Two key study findings were featured. First, from a molecular standpoint, people of African ancestry tend to have a different type of kidney cancer than people of European ancestry. The African variety is marked less often by mutations that disable the VHL gene, spurring the growth of new blood vessels for tumors. Second,
bladder cancers in people of East Asian extraction show fewer signs of drawing an immune system response than bladder tumors in people of European background.
In the study, investigators used a variety of molecular techniques to determine the ancestry of the patients whose tissue samples were analyzed. Patients were classified as being primarily of European, East Asian, African, Native/Latin American, or South Asian descent. Patients whose ancestry was at least 20% mixed were classified as being of admixed descent. (These patients were subcategorized by their primary ancestry, such as African-Admixed, European-Admixed, etc.) As a group, the patients had 33 cancer types, 13 of which were further divided into subtypes.

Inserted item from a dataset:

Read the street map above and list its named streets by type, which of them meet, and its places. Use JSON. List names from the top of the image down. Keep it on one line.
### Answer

Molecular Features of Tissue and Ancestry
The Cancer Genome Atlas had conducted a deep analysis of each patient’s tissue, testing cancerous and normal cells for a range of molecular features. They included mutations, patterns of DNA methylation, messenger RNA, and microRNA. The NCI Cancer Genome Analysis Network investigators used these data to see whether differences in any of these features reflected differences in ancestry.

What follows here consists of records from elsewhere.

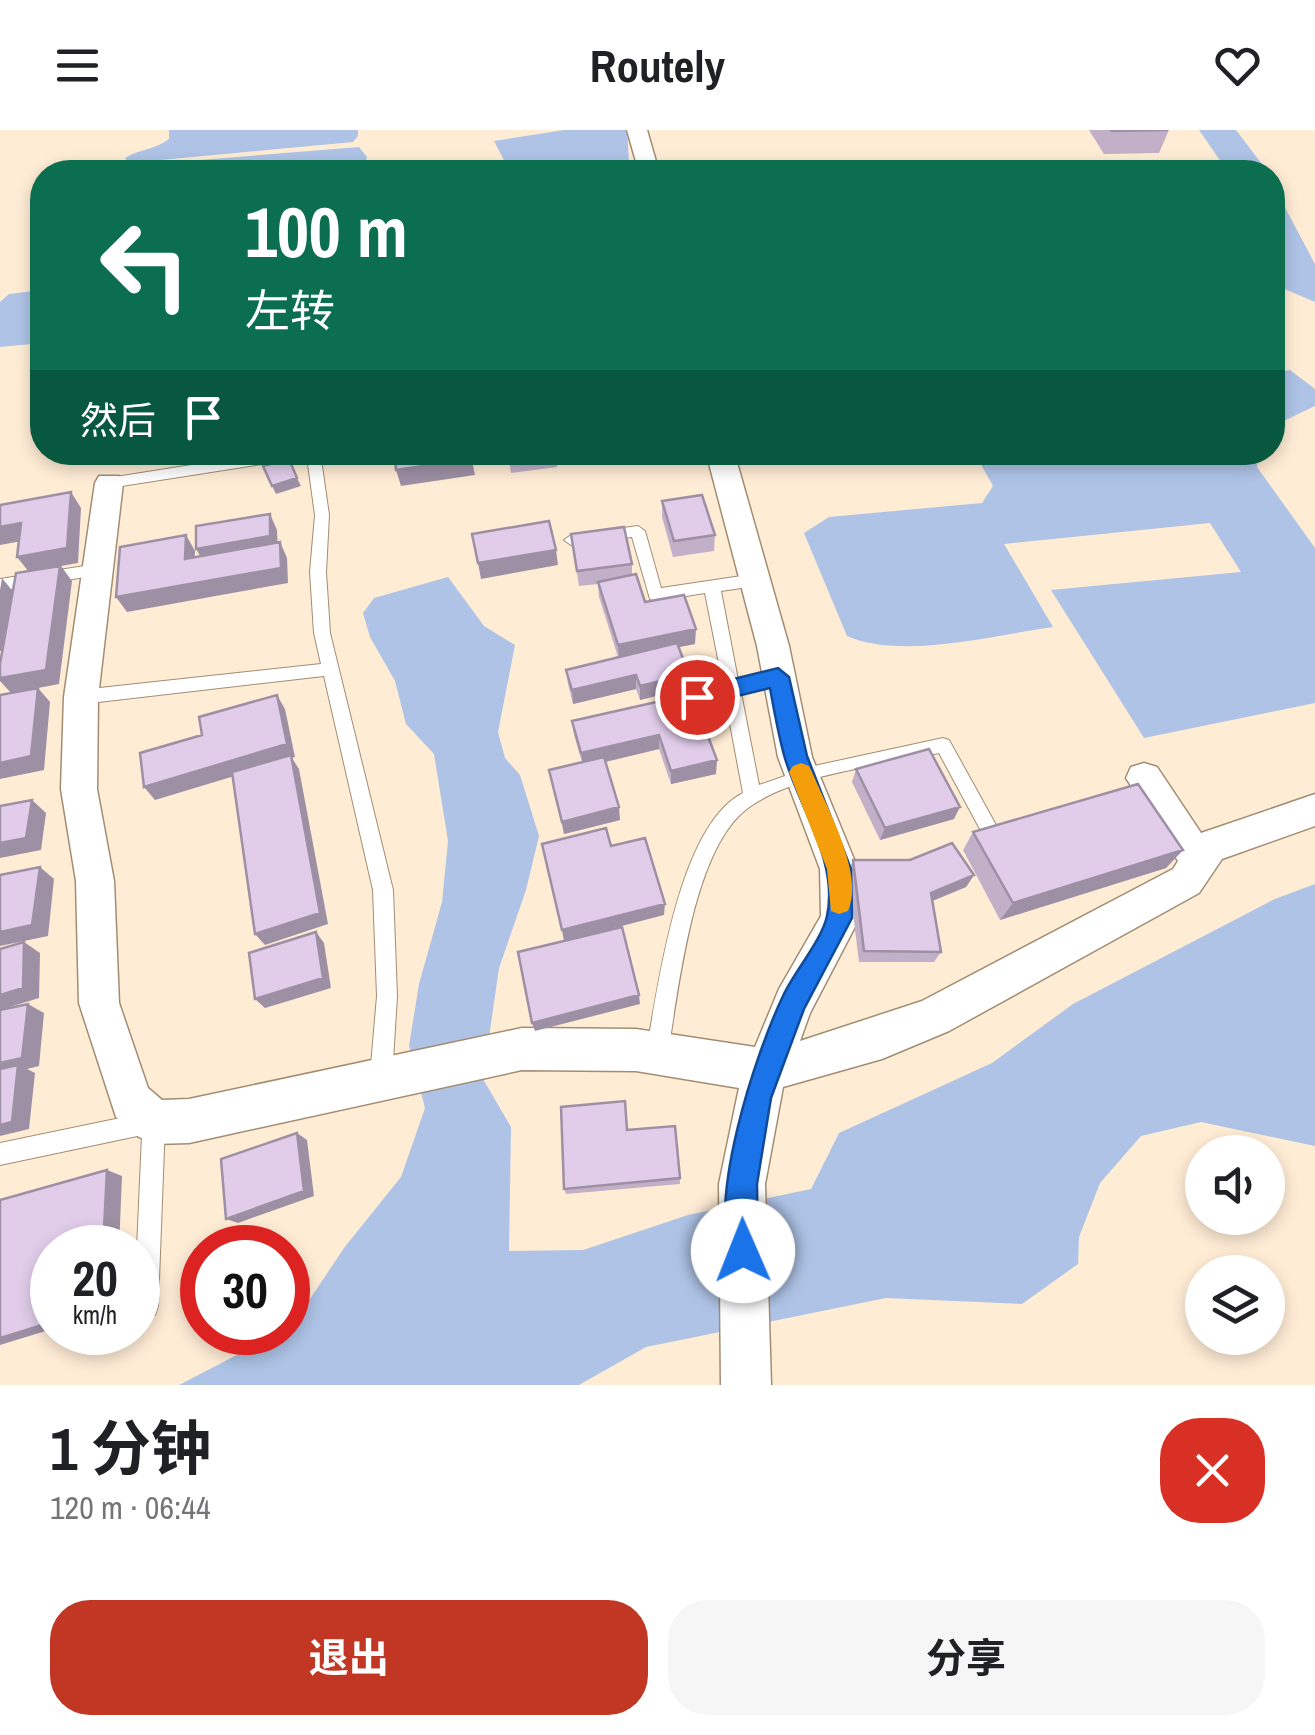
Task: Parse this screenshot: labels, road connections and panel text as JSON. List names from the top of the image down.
{
  "page": {
    "header": "Routely",
    "turn": ["100 m", "左转"],
    "then": "然后",
    "speed": "20 km/h",
    "limit": "30",
    "heading": ["1 分钟", "120 m · 06:44"],
    "buttons": ["退出", "分享"]
  }
}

“We found that ancestry-associated differences spanned all of these features and were present in hundreds of different genes,” Dr. Cherniack stated. “It turned out, though, that the most significant differences—the ones that affect how cells function and interact with the rest of the body—were profoundly tissue-specific.” Although ancestry affected molecular features in most cancer types, these effects were not shared across cancer types. Molecular differences in lung cancers that were traceable to African ancestry, for example, were not found in breast, pancreatic, or other cancers.

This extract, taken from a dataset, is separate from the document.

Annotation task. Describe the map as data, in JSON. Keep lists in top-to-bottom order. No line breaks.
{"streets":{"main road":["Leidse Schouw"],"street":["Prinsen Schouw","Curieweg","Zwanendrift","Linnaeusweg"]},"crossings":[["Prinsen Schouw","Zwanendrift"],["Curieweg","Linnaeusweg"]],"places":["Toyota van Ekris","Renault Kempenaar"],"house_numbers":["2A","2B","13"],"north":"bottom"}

The data also enabled investigators to ask whether the ancestry-related features of normal cells carried over into the cancerous versions of those cells—whether the molecular particularities of lung cells in people of European extraction, for example, are also found in the lung cancer cells of such individuals. They found that this was overwhelmingly the case. “Most of the differences in the normal tissues of people with specific ancestries are recapitulated in cancer,” Dr. Beroukhim stated. Moreover, evidence suggests that some of these differences may contribute to the development of certain cancers in people with similar backgrounds.
Researchers have yet to determine whether the molecular differences between ancestries result from environmental factors or genetic factors. However, they did identify genetic differences between ancestries that could explain many of their findings.
“Our findings point to a need for more samples from diverse ancestries to conduct a truly comprehensive ancestry analysis, especially of normal tissues,” Dr. Beroukhim said. “This study represents an important step in that direction.”
Disclosure: Dr. Cherniack received research funding from Bayer. Dr. Beroukhim owns equity in Ampressa Therapeutics and received research funding from Novartis.
1. Carrot-Zhang J, Chambwe N, Damrauer JS, et al: Comprehensive analysis of genetic ancestry and its molecular correlates in cancer. Cancer Cell 37:639-654, 2020.